Keep on keepin' on Shezza - you have a lot of love and support coming from places and people you may not even realize are there!


Sheri said...

Awe, thanks, Pat! I haven't tried to get an agent yet. That is my goal for this year. But seriously, thank you very much!

Thank you, Cathy. Yeah, my mom was so special and I was so lucky to have had her as my "parental guide." She was a selfless mother maybe to a fault. Today, I laughed and it was her laugh, not mine. It was weird. I thought to myself, Hi Mom... I feel her in me - or I see a lot of her in me since she died.
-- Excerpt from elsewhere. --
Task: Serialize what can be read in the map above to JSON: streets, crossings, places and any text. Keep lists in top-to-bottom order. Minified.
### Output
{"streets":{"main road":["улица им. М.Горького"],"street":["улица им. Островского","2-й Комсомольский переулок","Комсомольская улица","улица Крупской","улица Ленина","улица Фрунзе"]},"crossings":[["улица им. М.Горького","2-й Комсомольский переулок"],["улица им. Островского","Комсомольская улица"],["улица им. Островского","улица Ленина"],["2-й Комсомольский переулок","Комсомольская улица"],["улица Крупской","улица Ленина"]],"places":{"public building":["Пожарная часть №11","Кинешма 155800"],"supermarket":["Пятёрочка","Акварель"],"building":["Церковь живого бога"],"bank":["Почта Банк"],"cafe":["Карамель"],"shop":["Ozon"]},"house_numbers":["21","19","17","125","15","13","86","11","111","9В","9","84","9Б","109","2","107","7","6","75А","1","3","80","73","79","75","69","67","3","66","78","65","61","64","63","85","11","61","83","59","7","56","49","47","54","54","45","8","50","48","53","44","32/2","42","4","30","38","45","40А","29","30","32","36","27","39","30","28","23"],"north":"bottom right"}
Awe shucks, thanks Leeza. I decided to just go for it and anytime I judged myself I placed it in parenthesis. I thought it would be interesting to not only narrate my life in third person but then to also offer parenthetical commentary. I am so glad it worked and is so touching for all of you. I wish you and Cat --- ALL OF YOU --- could have known my mom. You all would have loved her. I am still so lucky because I have soul sistahs!


Julie Dao said...

This was so beautifully written and moving. Thank you for sharing with us.

Sheri said...

Thank you, Julie! And welcome to my blog. I will check yours out too.

Betsy Devany said...

Be kind to yourself. Allow your mind the space it needs. Respect the quiet inside, which burns to be let go. Free. Free to spin words onto the page. Free to laugh. Free to run across a summer lawn, chasing a butterfly. Your butterfly.
She is out there, waiting. Beautiful and gentle. Patient and knowing. Yellow wings like the sun.
She is waiting for you to wake from a winter's sleep, to follow her once again.Through the fields, so that once again, you can dance across the pages.
And we will wait. Wait for you. Wait for your words.
Just because.
This, I believe.

Sheri said...

Thank you, Besty...Roomy! So beautiful a response. I am waiting and watching for yellow wings like the sun.

Hugs ans kisses

“Personal limitation exists only in our ideas of who we are. Give up all notions of who you are and your limitations will vanish.”